Not only is dreaming associated with learning and memory, but it also appears to play a somewhat broader role in the processing of information in the nervous system, including coping with traumatic experiences and emotional adjustment. The dream state has also been proposed as a restorative for mental functioning; according to Professor Ernest Hartmann, REM sleep helps us to adapt to our environments by improving our mood, memory, and other cognitive functioning through restoring certain neurochemicals that are depleted in the course of waking mental activity. [12]
Dreaming sleep has also been shown to play a general role in reducing brain excitability. [13] It can have a favorable effect on our moods, making us, for example, less irritable. Janet Dallet, in a dissertation, has reviewed a number of theories of dream function, concluding that "contemporary theories tend to focus on the function of environmental mastery, viewed from one of three perspectives: (a) problem solving (b) information processing, or (c) ego consolidation." [14]
Finally, psychologist Ernest Rossi has attributed to dreams a developmental function:
In dreams we witness something more than mere wishes; we experience dramas reflecting our psychological state and the process of change taking place in it.
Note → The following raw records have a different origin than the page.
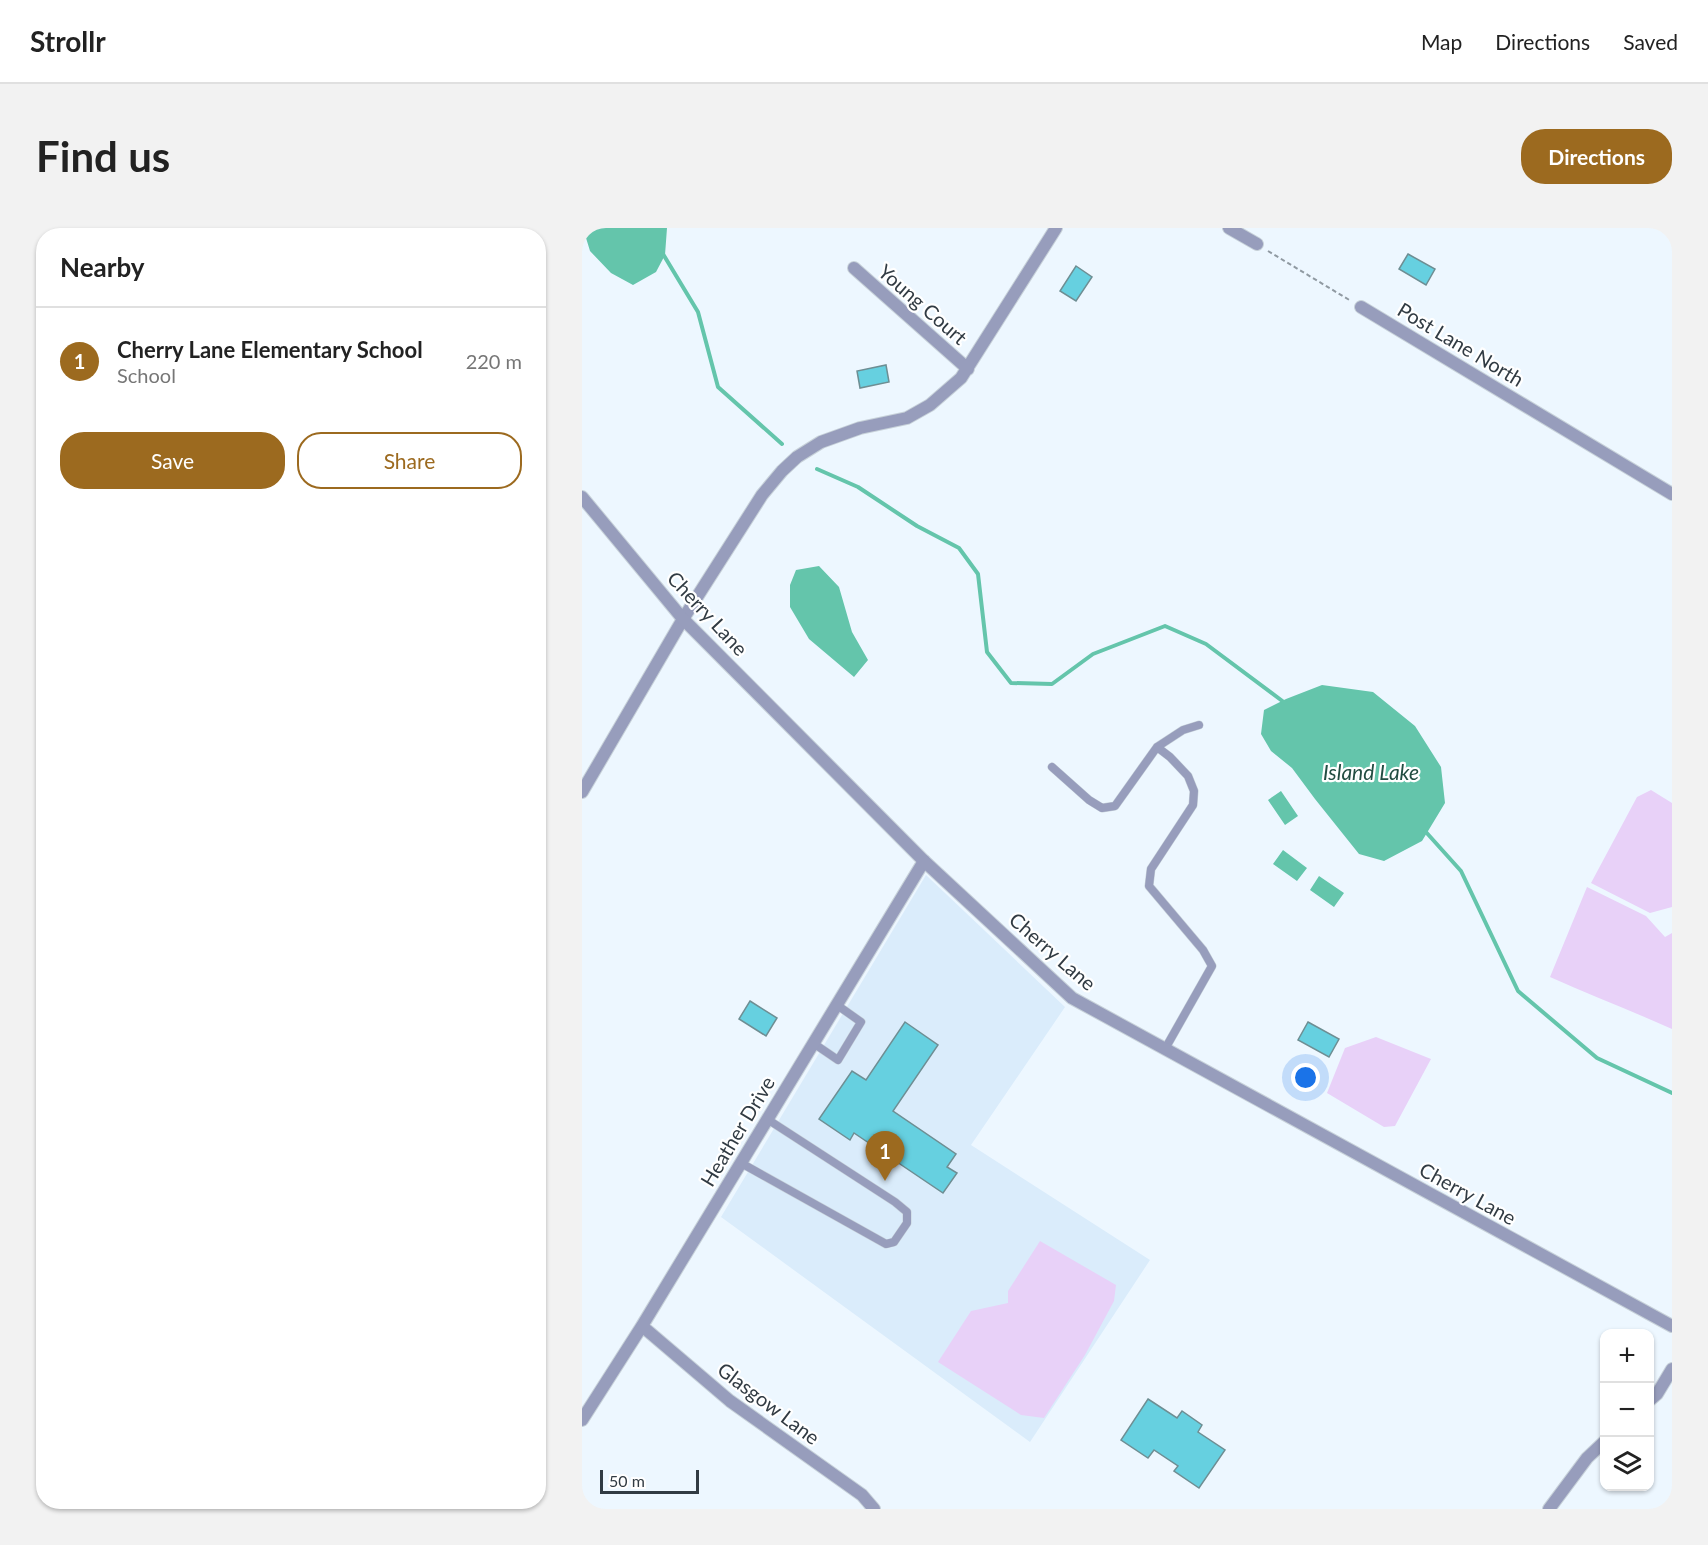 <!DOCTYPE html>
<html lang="en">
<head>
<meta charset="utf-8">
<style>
  body { margin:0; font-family:Lato,sans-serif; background:#f2f2f2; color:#222 }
  .controls { position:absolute; right:18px; bottom:18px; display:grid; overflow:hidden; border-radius:12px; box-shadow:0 2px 4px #0004 }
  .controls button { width:54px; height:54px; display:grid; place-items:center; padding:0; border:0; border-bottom:2px solid #e0e0e0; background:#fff; color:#222; font:30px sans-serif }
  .scale { position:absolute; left:18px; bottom:15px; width:99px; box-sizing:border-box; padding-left:6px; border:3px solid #313b43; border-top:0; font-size:16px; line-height:21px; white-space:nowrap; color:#313b43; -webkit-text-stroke:4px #fff; paint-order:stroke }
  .you { position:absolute; left:724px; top:850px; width:21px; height:21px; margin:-15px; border:4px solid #fff; border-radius:50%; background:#1a73e8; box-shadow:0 0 0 9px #1a73e833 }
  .badge { display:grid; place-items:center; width:39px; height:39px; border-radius:50%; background:#9c6a1f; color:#fff; font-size:20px; font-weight:700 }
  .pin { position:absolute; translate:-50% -50px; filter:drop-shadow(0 2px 3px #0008) }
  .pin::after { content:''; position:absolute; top:32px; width:21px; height:18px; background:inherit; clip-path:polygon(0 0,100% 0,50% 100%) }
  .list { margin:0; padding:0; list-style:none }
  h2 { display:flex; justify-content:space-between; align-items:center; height:78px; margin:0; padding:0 24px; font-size:26px }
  h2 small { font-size:20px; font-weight:400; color:#767676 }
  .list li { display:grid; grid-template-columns:39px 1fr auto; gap:18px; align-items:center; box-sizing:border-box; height:108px; padding:0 24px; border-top:2px solid #e0e0e0 }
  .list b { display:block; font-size:22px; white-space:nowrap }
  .list p { margin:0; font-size:20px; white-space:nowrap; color:#767676 }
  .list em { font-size:20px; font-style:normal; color:#767676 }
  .actions { display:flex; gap:12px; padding:18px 24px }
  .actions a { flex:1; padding:14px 0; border:2px solid #9c6a1f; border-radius:24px; text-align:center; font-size:21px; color:#9c6a1f }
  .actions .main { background:#9c6a1f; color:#fff }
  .icon { flex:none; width:33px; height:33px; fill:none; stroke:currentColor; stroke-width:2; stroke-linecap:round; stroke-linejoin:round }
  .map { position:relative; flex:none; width:1090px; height:1281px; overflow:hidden; border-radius:24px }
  header { display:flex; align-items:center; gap:36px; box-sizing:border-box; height:84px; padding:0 30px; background:#fff; border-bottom:2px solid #e0e0e0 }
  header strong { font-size:28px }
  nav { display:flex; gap:33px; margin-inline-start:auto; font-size:21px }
  .intro { display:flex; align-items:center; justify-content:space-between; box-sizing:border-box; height:144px; padding:0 36px }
  h1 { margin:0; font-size:42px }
  .button { padding:15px 27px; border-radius:24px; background:#9c6a1f; color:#fff; font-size:21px; font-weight:700 }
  main { display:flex; gap:36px; padding:0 36px }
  aside { flex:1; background:#fff; border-radius:24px; box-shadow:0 2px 4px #0004 }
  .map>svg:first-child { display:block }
  .built { fill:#daecfb }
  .green { fill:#e8d1f8 }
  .water { fill:#64c5ab }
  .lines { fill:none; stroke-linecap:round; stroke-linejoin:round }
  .stream { stroke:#64c5ab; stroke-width:4 }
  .building { fill:#66d0e0; stroke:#6e8e93; stroke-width:1.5 }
  .service-casing { stroke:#c7d1d9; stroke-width:9 }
  .minor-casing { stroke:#c7d1d9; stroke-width:14 }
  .tertiary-casing { stroke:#c7d1d9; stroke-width:14 }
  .path { stroke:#909aa2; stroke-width:2; stroke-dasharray:4.5 3; stroke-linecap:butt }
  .service { stroke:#979dbc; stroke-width:8 }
  .minor { stroke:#979dbc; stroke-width:12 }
  .tertiary { stroke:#979dbc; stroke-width:12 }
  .labels { text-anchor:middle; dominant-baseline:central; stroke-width:4.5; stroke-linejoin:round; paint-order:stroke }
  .street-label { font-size:20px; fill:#313b43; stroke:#fff }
  .water-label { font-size:21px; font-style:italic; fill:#224d42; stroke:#fff }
</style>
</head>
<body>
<header>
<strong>Strollr</strong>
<nav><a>Map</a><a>Directions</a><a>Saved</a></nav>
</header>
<div class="intro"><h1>Find us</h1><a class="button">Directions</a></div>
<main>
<aside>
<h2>Nearby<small></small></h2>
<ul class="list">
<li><span class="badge">1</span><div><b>Cherry Lane Elementary School</b><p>School</p></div><em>220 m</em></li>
</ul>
<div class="actions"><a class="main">Save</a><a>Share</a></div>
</aside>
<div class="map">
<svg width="1090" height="1281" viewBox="0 0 1090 1281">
  <rect width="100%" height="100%" fill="#edf7ff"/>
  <!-- built -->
  <path class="built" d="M344,647L483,779L389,917L568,1032L448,1214L139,989Z"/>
  <!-- green -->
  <path class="green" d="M1069,562L1090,575V679L1068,685L1009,655L1055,569Z
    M1005,659L1064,688L1083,709L1090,705V801C1050,783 1008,767 968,749Z
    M794,809L849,831L813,898L802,899L745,865L763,820Z
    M458,1013L534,1057L532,1073L503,1127L462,1190L439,1187L356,1134L389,1083L426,1075V1063Z"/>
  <!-- water -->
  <path class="water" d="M1,0H85L83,27L74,44L51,57L29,45L8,23Z
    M237,338L257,359L270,404L286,432L272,449L227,411L208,379V357L214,342Z
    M740,457L791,464L833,498L859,539L863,575L840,613L802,633L777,626L733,571L710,540L689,523L679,506L682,482L704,471Z
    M699,563L716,588L703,597L686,572Z
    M701,622L725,640L715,653L691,636Z
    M737,648L762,665L752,679L728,662Z"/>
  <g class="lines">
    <!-- stream -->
    <path class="stream" d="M81,26L116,84L136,159L200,216
      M235,241L276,259L335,298L377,320L396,346L405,424L429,455L470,456L511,426L583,398L624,416L703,475
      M843,603L879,643L936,763L1015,830L1090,865"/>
  </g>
  <!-- building -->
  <path class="building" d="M826,26L853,41L844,57L817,41Z
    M494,38L510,49L494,73L478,63Z
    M304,137L307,154L278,160L275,143Z
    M168,773L195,790L184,808L157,791Z
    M323,794L356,817L311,883L374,926L365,939L375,945L361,965L272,905L268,912L237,891L270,843L284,852Z
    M726,794L757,811L747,829L716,812Z
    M566,1171L595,1190L600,1183L620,1197L616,1204L643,1222L617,1260L592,1243L596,1238L572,1222L566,1230L539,1212Z"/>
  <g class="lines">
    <defs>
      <path id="service" d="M575,519L588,529L606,548L612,563L611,577L569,641L567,658L621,722L630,738L583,821
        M470,539L507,572L520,580L533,578L575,519L601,502L617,497
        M231,815L256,832L279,794L255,777
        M159,935L304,1016L312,1014L325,995V984L313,974L185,891"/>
      <path id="minor" d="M647,0L675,16
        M272,40L386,141
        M779,79L1090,266
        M0,564L101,391L180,267L200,243L215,229L239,214L278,200L325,190L348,177L379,150L474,0
        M60,1098L148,1173L280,1267L292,1281
        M1068,1172L1075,1166L1090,1141
        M0,1192L60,1098L342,633
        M967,1281L1005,1230L1023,1213"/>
      <path id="tertiary" d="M0,269L101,391L342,633L490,770L1090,1098"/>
    </defs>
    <!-- service casing -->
    <use href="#service" class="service-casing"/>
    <!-- minor casing -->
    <use href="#minor" class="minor-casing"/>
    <!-- tertiary casing -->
    <use href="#tertiary" class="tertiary-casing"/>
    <!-- path -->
    <path class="path" d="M686,23L769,73"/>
    <!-- service -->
    <use href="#service" class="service"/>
    <!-- minor -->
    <use href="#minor" class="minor"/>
    <!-- tertiary -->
    <use href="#tertiary" class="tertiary"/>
  </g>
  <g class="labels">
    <!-- street labels -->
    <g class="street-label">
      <text transform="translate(341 76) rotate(41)">Young Court</text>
      <text transform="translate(879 116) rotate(31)">Post Lane North</text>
      <text transform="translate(126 385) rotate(47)">Cherry Lane</text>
      <text transform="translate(471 723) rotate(41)">Cherry Lane</text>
      <text transform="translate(155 903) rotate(-59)">Heather Drive</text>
      <text transform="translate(886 965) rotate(29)">Cherry Lane</text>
      <text transform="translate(187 1175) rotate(37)">Glasgow Lane</text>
    </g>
    <!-- water labels -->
    <g class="water-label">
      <text x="789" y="543">Island Lake</text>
    </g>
  </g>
</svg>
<div class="controls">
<button>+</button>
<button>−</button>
<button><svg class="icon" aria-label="layers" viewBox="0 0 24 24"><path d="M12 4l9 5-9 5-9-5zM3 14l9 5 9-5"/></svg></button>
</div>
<div class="scale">50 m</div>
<div class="you"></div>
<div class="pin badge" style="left:303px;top:953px">1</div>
</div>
</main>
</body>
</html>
Dreams are a laboratory for experimenting with changes in our psychic life...This constructive or synthetic approach to dreams can be clearly stated: Dreaming is an endogenous process of psychological growth, change and transformation. [15]
It might be said of the diverse theories of dream function that they all are partly right and they all are partly wrong: right in so far as they say what a function of dreaming is, and wrong to the extent that they say what the function of dreaming is. [...]
Putting aside, for the moment, the question of the special functions of dreaming, let us ask what is the most basic or general function that dreaming is likely to serve. Since dreaming is an activity of the brain, we must first ask what function brain activity serves? And because the most general biological purpose of living organisms is survival, this must also be the most general biological answer to the purpose of brain activity. The brain fosters survival by regulating the organism's transactions with the world and with itself. These latter transactions would perhaps be best achieved in the dream state, when sensory information from the external world is at its minimum.